___ EXERCISE MATERIAL ___
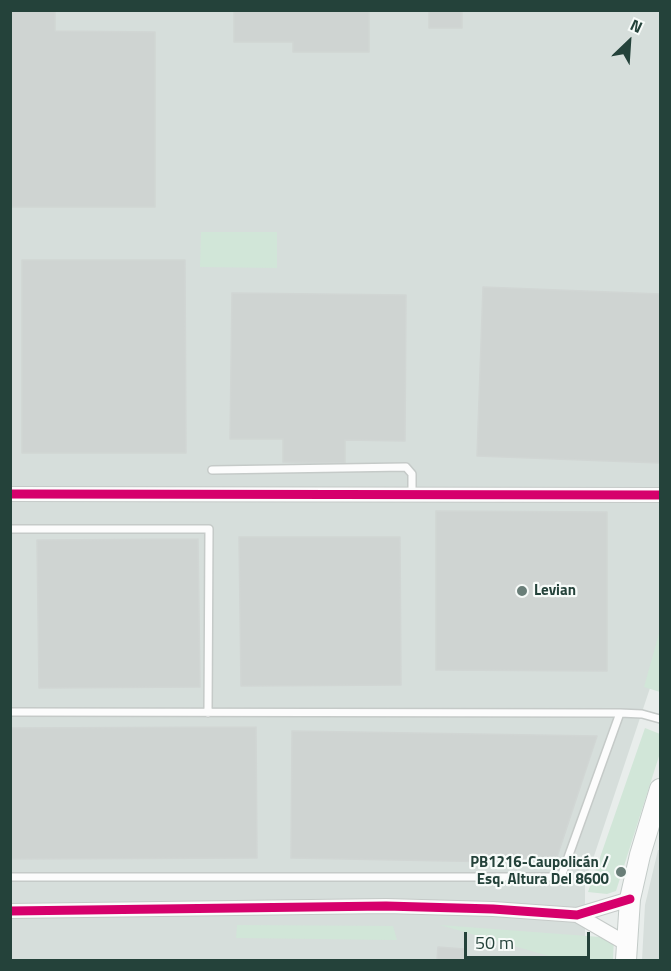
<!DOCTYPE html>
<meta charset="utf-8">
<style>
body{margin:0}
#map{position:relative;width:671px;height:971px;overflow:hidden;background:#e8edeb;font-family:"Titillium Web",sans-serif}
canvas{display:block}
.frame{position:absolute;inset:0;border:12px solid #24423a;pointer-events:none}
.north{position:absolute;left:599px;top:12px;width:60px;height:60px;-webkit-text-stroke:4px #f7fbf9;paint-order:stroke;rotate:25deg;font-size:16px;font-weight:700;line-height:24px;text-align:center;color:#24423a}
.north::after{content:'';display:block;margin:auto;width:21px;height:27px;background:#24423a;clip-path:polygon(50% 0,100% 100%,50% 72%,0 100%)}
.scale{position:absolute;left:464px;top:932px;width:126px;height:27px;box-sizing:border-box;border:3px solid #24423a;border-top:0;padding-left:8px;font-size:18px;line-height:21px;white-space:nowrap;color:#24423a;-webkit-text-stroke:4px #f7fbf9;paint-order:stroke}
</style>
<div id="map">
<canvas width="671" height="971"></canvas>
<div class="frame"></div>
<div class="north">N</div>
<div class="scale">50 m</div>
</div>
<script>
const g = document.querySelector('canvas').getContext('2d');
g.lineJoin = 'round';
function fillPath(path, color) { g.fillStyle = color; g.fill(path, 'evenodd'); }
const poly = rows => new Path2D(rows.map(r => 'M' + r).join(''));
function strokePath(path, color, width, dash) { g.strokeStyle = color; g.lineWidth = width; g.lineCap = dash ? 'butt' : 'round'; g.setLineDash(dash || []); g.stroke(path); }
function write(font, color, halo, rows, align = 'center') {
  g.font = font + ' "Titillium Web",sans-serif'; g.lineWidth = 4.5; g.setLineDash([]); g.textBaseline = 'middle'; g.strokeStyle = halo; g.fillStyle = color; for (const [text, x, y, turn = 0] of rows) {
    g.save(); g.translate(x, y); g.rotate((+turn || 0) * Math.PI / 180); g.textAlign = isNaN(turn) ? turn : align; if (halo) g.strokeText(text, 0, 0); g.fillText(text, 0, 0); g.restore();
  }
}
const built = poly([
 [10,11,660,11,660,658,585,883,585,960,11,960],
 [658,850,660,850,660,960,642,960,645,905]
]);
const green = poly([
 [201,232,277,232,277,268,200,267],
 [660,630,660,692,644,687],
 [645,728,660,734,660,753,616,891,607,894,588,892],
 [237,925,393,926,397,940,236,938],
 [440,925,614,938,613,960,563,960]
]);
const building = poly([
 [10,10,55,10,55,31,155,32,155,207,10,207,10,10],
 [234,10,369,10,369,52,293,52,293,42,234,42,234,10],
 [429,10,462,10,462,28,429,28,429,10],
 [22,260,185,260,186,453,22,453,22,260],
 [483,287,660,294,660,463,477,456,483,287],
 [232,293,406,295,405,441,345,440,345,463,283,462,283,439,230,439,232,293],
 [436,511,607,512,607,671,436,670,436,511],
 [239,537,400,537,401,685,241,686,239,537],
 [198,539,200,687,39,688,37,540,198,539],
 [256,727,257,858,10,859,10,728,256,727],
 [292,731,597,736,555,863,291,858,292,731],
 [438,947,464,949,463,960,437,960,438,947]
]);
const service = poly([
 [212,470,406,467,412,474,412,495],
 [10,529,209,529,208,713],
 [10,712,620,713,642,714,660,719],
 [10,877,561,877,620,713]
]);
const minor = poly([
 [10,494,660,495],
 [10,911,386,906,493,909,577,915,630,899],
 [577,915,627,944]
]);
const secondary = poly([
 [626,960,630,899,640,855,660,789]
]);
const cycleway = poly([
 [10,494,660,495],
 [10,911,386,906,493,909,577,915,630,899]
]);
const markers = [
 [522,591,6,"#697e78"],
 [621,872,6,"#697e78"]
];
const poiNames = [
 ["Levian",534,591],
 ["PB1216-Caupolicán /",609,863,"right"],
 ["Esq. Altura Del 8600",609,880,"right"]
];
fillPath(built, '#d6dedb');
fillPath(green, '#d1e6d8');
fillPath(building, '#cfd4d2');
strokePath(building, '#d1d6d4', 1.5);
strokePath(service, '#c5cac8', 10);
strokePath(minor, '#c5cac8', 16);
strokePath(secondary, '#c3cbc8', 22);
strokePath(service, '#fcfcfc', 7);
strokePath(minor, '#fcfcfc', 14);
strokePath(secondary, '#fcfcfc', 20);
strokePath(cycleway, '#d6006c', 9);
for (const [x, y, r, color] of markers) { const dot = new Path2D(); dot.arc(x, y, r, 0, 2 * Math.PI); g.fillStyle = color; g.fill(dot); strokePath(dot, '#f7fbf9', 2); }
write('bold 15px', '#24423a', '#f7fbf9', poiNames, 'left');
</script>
___
___ EXERCISE MATERIAL ___
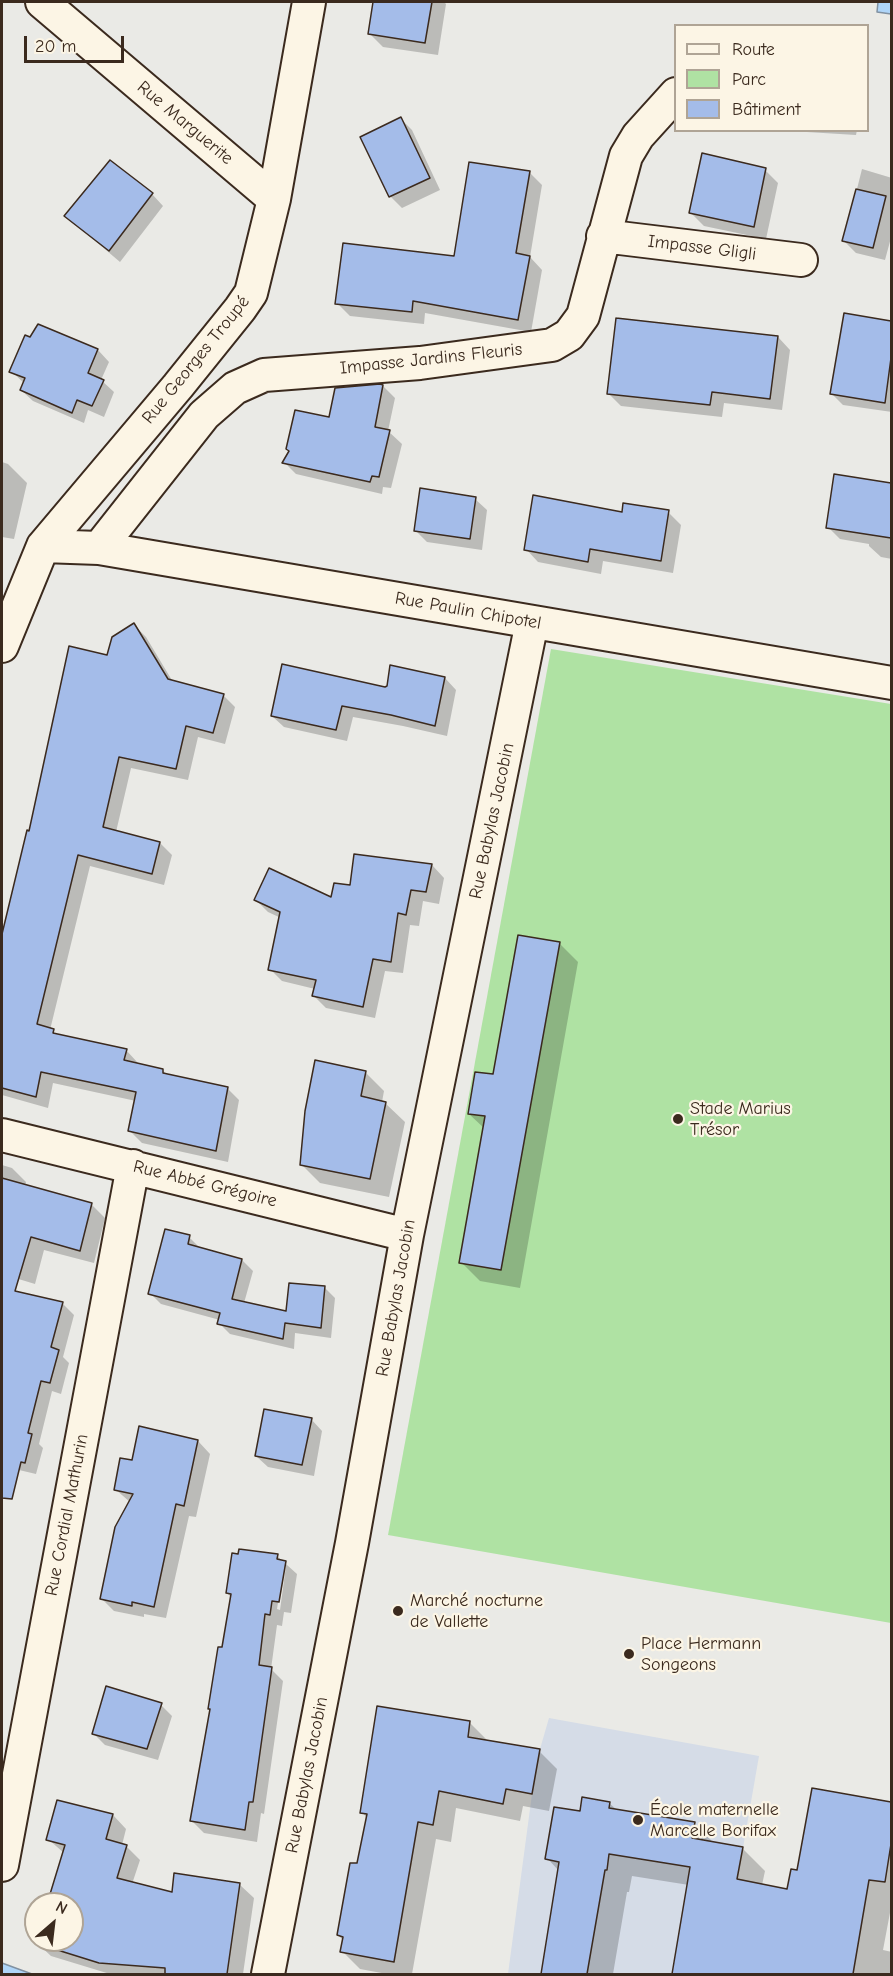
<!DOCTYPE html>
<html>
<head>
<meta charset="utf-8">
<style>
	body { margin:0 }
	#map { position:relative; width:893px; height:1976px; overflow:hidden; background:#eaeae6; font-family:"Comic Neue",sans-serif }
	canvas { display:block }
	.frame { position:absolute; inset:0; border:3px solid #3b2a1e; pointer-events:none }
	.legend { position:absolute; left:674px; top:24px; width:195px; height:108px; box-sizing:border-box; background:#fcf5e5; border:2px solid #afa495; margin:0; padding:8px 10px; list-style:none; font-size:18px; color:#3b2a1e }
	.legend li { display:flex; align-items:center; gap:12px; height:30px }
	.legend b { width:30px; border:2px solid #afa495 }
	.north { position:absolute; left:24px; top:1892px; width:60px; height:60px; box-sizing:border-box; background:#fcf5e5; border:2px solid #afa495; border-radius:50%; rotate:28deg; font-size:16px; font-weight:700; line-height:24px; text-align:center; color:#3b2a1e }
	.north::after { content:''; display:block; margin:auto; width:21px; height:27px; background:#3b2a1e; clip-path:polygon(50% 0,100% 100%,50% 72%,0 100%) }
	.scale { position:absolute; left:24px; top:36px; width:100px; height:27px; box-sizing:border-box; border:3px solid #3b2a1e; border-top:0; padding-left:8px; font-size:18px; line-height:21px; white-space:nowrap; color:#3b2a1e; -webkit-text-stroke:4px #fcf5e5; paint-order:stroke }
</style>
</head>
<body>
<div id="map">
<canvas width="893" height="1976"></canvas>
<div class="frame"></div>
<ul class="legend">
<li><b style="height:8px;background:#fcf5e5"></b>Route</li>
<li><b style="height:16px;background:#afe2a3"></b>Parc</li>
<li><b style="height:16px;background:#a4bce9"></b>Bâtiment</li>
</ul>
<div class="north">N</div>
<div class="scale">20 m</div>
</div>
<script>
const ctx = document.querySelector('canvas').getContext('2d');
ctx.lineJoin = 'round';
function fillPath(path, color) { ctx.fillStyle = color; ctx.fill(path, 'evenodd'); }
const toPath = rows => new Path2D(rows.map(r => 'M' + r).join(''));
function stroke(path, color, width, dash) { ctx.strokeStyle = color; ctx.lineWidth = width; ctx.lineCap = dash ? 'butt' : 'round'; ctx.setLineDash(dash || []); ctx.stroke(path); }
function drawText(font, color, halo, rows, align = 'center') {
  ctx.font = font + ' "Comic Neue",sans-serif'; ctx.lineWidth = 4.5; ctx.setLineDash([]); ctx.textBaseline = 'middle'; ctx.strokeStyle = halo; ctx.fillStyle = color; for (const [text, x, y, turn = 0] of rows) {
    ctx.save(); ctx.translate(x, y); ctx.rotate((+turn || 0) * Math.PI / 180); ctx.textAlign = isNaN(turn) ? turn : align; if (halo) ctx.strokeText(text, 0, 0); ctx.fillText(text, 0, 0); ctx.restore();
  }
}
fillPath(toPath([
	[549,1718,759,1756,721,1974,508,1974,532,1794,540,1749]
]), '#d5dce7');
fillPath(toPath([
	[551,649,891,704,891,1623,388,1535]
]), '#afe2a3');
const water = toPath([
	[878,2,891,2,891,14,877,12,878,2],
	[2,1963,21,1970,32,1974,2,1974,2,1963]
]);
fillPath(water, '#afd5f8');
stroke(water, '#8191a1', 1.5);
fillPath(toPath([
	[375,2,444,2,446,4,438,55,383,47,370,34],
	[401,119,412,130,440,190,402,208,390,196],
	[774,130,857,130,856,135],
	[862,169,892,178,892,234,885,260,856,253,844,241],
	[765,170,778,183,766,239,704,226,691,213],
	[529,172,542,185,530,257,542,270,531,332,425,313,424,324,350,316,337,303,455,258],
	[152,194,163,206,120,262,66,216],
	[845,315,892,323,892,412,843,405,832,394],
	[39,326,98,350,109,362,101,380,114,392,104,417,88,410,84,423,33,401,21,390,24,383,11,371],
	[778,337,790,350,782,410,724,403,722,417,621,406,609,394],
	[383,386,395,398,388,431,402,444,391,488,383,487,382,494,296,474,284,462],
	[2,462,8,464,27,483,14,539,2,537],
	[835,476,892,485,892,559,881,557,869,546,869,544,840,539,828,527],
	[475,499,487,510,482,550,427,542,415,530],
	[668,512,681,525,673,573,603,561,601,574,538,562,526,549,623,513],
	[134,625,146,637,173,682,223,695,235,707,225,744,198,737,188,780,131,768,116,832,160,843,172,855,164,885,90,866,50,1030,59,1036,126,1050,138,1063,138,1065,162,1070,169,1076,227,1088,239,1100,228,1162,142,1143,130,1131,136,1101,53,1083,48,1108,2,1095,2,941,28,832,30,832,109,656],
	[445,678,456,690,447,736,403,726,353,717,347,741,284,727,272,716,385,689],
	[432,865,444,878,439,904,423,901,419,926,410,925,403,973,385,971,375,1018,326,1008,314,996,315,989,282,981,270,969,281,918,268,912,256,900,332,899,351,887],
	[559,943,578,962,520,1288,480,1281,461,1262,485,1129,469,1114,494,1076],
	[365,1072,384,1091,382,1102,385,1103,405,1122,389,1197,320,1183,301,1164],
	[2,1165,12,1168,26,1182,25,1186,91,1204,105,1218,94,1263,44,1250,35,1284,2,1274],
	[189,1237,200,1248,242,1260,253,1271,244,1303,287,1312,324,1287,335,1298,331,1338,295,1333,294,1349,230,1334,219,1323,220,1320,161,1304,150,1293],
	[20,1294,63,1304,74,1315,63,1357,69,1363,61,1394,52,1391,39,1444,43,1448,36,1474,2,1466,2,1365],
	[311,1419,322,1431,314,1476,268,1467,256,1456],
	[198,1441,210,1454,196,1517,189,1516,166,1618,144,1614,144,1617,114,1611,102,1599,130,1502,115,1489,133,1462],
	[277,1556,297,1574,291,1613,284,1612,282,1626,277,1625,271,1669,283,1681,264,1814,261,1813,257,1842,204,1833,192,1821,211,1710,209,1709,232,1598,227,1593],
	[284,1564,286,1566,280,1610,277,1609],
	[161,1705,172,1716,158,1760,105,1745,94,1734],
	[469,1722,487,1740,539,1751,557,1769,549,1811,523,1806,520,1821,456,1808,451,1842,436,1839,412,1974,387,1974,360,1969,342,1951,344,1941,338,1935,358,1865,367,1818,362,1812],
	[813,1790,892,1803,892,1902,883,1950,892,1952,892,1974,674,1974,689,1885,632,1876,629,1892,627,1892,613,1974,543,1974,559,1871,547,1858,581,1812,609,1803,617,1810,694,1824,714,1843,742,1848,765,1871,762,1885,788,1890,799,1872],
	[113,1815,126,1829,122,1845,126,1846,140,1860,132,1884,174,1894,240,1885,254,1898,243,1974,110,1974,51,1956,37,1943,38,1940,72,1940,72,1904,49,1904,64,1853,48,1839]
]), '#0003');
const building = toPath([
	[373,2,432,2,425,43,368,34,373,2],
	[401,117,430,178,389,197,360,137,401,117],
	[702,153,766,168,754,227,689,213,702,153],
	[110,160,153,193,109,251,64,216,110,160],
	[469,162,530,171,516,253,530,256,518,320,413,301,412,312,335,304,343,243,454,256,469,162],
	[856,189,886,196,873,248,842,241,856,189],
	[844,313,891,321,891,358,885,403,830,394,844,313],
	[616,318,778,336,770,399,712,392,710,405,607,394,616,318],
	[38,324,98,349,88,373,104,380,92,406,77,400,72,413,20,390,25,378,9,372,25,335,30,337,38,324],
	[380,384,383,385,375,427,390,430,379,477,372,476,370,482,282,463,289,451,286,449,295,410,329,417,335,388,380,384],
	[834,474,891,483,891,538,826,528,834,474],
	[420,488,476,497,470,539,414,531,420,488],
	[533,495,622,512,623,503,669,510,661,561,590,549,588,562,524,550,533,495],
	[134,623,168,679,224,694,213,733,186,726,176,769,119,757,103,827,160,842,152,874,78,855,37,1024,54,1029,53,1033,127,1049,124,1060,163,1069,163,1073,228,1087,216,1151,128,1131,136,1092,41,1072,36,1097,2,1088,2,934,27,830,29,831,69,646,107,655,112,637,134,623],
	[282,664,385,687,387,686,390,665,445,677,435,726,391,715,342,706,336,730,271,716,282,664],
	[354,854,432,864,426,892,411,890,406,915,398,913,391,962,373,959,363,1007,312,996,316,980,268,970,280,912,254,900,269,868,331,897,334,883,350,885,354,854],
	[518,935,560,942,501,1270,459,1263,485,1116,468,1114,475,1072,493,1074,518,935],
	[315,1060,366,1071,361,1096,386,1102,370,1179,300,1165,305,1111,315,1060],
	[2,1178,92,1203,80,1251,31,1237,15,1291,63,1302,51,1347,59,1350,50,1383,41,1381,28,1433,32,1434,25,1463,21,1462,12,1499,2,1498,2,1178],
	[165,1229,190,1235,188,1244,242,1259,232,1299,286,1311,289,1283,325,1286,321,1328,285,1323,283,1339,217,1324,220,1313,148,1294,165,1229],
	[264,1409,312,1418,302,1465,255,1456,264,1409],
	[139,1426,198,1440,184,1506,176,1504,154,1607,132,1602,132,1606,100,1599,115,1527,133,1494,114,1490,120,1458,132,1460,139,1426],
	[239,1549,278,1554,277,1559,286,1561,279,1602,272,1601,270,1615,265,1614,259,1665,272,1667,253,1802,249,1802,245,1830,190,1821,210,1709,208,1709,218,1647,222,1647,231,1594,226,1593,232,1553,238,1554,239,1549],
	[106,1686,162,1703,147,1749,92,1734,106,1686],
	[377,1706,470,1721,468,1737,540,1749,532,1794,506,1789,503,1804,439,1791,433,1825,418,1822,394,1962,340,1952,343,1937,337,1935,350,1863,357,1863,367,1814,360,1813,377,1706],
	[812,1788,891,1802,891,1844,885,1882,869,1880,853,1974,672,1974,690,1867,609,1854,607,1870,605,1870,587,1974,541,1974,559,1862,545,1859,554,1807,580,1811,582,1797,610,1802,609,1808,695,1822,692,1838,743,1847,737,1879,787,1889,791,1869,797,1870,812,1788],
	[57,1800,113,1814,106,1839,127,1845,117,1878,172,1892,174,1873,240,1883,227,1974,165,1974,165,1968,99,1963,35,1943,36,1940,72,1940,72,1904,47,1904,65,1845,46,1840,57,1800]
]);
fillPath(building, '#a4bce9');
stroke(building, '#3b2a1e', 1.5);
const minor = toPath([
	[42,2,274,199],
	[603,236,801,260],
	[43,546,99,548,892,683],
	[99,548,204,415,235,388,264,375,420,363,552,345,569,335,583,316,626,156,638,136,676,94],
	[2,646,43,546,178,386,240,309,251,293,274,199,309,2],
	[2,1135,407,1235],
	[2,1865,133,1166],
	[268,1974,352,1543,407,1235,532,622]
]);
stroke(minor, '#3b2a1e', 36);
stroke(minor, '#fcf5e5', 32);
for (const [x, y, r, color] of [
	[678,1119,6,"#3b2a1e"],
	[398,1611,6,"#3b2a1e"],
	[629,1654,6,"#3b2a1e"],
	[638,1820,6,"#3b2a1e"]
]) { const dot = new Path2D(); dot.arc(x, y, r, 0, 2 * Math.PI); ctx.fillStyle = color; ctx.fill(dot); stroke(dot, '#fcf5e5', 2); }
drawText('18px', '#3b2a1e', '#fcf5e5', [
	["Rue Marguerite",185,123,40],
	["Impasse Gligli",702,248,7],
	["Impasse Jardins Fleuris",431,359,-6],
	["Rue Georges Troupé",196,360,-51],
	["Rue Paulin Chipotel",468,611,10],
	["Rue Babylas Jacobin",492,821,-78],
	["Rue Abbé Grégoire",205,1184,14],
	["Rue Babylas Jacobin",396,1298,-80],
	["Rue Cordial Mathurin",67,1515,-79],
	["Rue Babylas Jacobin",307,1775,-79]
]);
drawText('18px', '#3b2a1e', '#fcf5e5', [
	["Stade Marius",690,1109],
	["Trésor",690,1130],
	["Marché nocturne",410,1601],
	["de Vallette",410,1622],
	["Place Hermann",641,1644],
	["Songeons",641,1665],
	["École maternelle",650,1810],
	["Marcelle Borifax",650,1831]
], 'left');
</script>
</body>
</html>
___
> [WORK REQUEST] For the entries shown above, tally every line containing the word "restore". Report the tally and nothing else.

> [RESULT OF THE EXERCISE] 2